This is a brief paper exploring stability, decentralization, and the potential benefits and challenges of using blockchains - or, more generally, of using blockchain technology as a model - for creating a shared, distributed citation ledger . The question mark in the title is a giveaway of sorts: “stable” and “decentralized” are two things that do not tend to go hand-in-hand. The more voices one adds to a discussion, the harder it becomes to have a coherent conversation. Furthermore, this paper does not end in the release of a fully-functional citation ledger; rather than being an exploration of how to set one up, it is about whether we might want to - and if we do, whether we even can.

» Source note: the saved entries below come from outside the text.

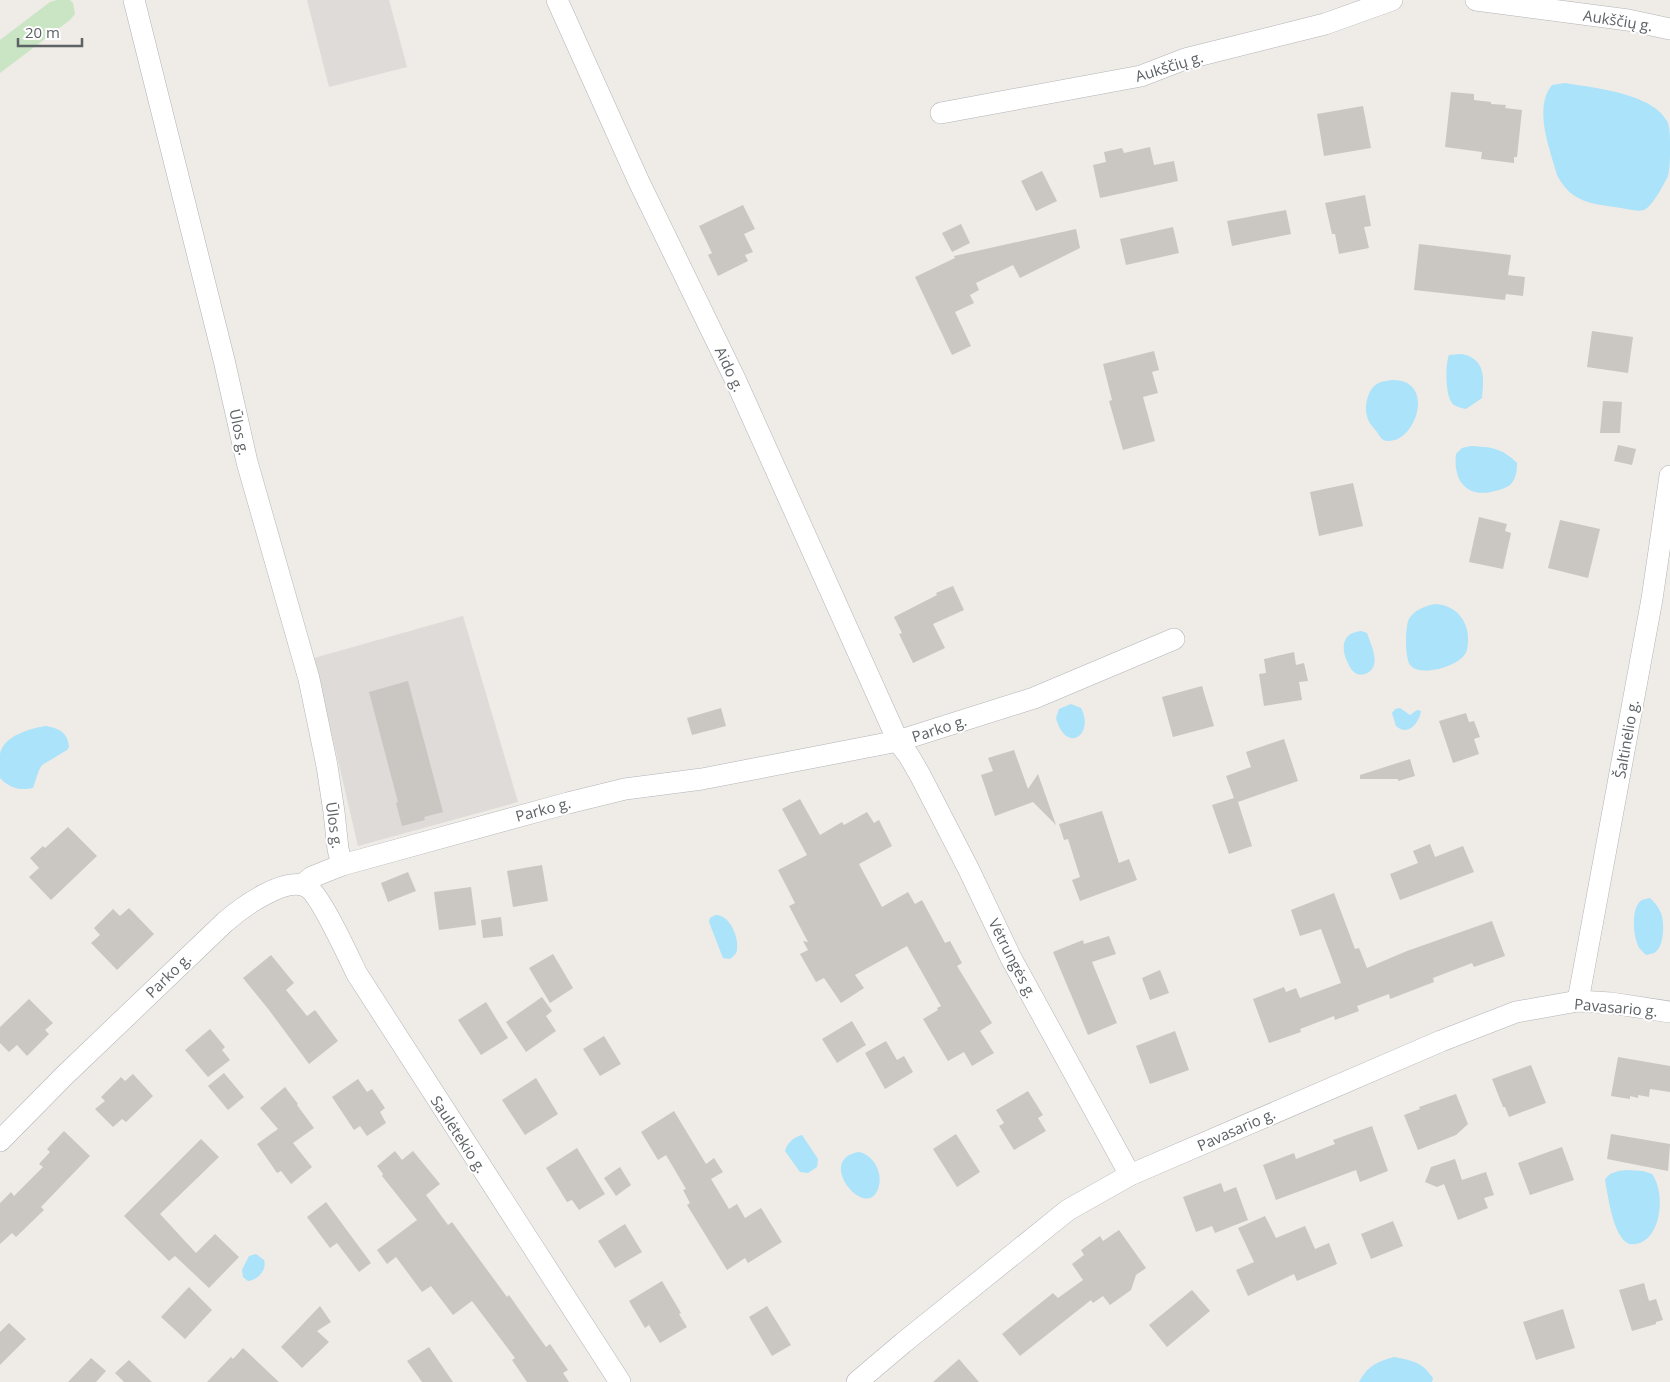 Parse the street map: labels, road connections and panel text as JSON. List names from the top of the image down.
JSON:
{
  "streets": {
    "street": [
      "Aukščių g.",
      "Aido g.",
      "Ūlos g.",
      "Parko g.",
      "Šaltinėlio g.",
      "Vėtrungės g.",
      "Pavasario g.",
      "Saulėtekio g."
    ]
  },
  "crossings": [
    ["Aido g.", "Parko g."],
    ["Aido g.", "Vėtrungės g."],
    ["Ūlos g.", "Parko g."],
    ["Parko g.", "Vėtrungės g."],
    ["Parko g.", "Saulėtekio g."],
    ["Šaltinėlio g.", "Pavasario g."],
    ["Vėtrungės g.", "Pavasario g."]
  ],
  "scale_bar": "20 m"
} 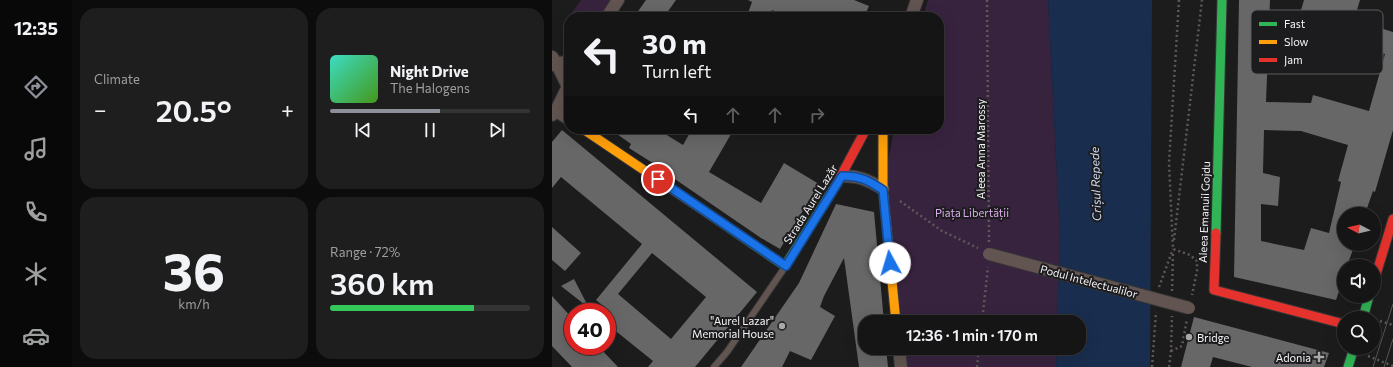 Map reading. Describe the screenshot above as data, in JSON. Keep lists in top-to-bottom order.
{
  "streets": {
    "street": ["Strada Aurel Lazăr", "Aleea Emanuil Gojdu", "Podul Intelectualilor"],
    "path": ["Aleea Anna Marossy"]
  },
  "crossings": [
    ["Aleea Anna Marossy", "Podul Intelectualilor"]
  ],
  "water": ["Crișul Repede"],
  "parks": ["Piața Libertății"],
  "places": {
    "other": ["\"Aurel Lazar\" Memorial House", "Bridge"],
    "health": ["Adonia"]
  },
  "legend": ["Fast", "Slow", "Jam"],
  "north": "left",
  "page": {
    "tabs": "12:35",
    "tile": [
      "Climate",
      ["36", "km/h"],
      ["Range · 72%", "360 km"]
    ],
    "turn": ["30 m", "Turn left"],
    "song": ["Night Drive", "The Halogens"],
    "heat": ["−", "20.5°", "+"],
    "limit": "40",
    "trip": "12:36 · 1 min · 170 m"
  }
}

First, I will discuss some of the features and drawbacks of centralized databases of citations, such as Clarivate Analytics’s “Web of Science”, Elsevier’s “Scopus”, or Google Scholar. I will address the double-edged sword of curation and the way it impacts the overall look and usefulness of these services. Next, I will turn to incentives. The “real genius” of Bitcoin was not, as many think, in getting away from the big banks to create a radically libertarian economy; rather, it was in the realignment and leveraging of incentives to create a system that was both distributed and stable. I will therefore look at the incentives structure that Bitcoin uses, and the way it uses that incentive structure to counter some of the more well-known attack vectors on the distributed system. Lastly, I will return to the idea of a shared citation ledger and discuss whether it is possible to leverage - or at least mitigate - the incentives already present within academia to stabilize a decentralized ledger of citations - with or without leaning on another, pre-existing shared ledger.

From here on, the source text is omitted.